WHAT TO DO:
Copy each line of the listing below where the word "bottom" turns up.
§
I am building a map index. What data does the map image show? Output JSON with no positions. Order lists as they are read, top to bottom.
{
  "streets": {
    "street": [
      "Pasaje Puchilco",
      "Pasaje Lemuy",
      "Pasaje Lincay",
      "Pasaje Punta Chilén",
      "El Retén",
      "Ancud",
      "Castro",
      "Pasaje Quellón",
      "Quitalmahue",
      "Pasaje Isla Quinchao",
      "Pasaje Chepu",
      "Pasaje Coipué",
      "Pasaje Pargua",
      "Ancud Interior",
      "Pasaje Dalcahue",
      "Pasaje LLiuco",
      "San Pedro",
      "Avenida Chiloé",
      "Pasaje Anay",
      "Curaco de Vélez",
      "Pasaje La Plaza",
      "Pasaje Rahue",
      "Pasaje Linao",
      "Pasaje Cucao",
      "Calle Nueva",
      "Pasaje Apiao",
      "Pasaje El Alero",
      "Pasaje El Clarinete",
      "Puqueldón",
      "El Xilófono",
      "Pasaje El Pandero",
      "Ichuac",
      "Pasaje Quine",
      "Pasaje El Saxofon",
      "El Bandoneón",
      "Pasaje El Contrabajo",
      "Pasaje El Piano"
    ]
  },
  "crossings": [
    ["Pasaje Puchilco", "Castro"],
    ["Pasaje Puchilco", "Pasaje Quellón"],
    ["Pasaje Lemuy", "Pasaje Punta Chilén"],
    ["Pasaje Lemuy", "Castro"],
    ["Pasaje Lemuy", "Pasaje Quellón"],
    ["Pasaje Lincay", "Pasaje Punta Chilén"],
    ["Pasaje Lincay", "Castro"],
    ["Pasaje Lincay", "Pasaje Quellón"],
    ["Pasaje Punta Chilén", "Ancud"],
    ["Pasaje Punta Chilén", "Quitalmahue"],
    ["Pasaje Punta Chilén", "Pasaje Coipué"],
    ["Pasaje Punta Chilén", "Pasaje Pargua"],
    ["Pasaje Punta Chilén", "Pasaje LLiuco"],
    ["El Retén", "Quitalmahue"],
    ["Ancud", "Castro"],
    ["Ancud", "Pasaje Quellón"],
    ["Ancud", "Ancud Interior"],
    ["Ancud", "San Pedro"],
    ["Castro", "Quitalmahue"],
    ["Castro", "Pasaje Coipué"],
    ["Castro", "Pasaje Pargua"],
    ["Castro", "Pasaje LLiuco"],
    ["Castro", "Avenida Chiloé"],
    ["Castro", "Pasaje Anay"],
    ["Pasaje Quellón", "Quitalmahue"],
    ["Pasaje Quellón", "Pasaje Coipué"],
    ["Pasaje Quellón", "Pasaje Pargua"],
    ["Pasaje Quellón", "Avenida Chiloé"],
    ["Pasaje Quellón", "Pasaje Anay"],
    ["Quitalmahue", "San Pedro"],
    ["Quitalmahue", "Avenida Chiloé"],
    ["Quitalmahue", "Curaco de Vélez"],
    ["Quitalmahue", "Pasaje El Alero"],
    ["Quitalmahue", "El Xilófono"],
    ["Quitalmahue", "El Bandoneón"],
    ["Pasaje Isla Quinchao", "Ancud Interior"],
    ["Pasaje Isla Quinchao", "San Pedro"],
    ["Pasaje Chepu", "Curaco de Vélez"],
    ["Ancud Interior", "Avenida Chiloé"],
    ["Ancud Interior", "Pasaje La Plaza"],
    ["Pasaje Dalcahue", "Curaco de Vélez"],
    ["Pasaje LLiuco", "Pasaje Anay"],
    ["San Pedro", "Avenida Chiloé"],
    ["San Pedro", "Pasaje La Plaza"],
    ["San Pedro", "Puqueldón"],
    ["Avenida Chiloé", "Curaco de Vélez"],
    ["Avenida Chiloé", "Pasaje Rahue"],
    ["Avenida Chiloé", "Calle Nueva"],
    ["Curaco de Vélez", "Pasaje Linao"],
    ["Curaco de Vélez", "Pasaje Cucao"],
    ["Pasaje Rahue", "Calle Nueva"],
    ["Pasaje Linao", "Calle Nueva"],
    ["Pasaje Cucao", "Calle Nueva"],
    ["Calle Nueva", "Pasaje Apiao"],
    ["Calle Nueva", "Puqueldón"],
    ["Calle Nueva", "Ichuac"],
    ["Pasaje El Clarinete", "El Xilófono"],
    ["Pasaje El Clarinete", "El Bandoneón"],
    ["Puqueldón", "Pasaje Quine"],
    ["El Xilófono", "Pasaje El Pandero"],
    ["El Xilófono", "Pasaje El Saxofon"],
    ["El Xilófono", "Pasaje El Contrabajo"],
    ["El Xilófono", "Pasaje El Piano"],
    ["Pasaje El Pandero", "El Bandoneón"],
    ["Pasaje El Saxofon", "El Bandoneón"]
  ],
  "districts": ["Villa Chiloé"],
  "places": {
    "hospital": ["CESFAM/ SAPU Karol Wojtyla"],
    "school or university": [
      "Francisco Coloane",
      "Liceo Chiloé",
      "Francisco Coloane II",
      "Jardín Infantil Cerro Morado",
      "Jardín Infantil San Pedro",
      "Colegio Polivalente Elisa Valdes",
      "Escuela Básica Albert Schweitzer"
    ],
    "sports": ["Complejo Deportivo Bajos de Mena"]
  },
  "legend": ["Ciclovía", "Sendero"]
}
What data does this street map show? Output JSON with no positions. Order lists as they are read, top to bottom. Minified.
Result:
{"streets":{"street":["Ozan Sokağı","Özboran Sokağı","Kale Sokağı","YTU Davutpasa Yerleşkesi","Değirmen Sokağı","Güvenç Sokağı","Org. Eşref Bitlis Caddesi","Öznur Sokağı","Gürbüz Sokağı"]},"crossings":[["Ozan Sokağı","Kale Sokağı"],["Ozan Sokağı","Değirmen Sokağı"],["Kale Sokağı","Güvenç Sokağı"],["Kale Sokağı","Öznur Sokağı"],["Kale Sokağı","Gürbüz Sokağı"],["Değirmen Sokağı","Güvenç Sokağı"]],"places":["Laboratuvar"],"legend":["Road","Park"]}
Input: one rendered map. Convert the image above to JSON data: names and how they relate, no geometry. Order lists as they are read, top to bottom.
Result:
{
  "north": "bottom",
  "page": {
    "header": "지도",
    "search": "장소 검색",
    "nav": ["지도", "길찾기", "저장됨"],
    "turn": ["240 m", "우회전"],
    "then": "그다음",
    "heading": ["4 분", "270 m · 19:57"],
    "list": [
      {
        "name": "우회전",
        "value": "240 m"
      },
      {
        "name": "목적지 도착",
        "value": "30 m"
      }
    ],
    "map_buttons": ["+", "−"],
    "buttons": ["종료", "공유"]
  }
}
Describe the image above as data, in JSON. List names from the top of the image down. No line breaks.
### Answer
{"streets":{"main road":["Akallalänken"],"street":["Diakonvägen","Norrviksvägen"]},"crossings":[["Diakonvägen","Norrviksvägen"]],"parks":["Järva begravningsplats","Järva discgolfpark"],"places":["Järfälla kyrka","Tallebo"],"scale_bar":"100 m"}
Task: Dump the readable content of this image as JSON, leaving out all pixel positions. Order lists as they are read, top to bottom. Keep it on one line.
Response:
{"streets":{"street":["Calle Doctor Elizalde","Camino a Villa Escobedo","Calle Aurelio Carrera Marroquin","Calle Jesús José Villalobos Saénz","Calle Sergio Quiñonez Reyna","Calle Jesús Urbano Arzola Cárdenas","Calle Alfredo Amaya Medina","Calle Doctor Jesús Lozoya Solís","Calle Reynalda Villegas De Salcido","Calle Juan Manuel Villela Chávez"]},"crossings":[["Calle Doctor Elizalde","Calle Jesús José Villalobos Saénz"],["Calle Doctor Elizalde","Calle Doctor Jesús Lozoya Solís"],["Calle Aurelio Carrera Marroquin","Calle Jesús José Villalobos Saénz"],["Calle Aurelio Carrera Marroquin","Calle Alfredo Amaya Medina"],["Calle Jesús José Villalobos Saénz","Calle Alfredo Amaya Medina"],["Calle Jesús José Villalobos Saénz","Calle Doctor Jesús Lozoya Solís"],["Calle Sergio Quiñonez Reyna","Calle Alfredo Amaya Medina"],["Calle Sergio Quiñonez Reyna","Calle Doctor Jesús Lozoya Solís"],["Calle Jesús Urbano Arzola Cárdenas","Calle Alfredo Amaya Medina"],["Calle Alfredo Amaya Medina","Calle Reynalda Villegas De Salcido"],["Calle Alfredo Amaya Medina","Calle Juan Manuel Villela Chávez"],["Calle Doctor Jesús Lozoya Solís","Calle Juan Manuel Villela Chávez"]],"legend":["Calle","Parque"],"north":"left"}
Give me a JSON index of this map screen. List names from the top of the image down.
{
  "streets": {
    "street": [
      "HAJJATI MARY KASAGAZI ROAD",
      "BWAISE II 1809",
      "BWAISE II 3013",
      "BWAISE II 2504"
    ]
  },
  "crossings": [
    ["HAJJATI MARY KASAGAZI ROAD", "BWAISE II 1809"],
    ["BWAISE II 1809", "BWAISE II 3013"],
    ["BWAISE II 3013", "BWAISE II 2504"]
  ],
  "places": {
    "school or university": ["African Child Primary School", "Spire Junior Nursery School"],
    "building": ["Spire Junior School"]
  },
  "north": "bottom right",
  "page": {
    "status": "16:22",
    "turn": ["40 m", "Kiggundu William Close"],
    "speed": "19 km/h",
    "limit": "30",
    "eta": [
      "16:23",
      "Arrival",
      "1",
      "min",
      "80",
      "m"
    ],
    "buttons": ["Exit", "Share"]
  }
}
§
WRITTEN ANSWER:
I am building a map index. What data does the map image show? Output JSON with no positions. Order lists as they are read, top to bottom.
What data does this street map show? Output JSON with no positions. Order lists as they are read, top to bottom. Minified.
Input: one rendered map. Convert the image above to JSON data: names and how they relate, no geometry. Order lists as they are read, top to bottom.
  "north": "bottom",
Task: Dump the readable content of this image as JSON, leaving out all pixel positions. Order lists as they are read, top to bottom. Keep it on one line.
  "north": "bottom right",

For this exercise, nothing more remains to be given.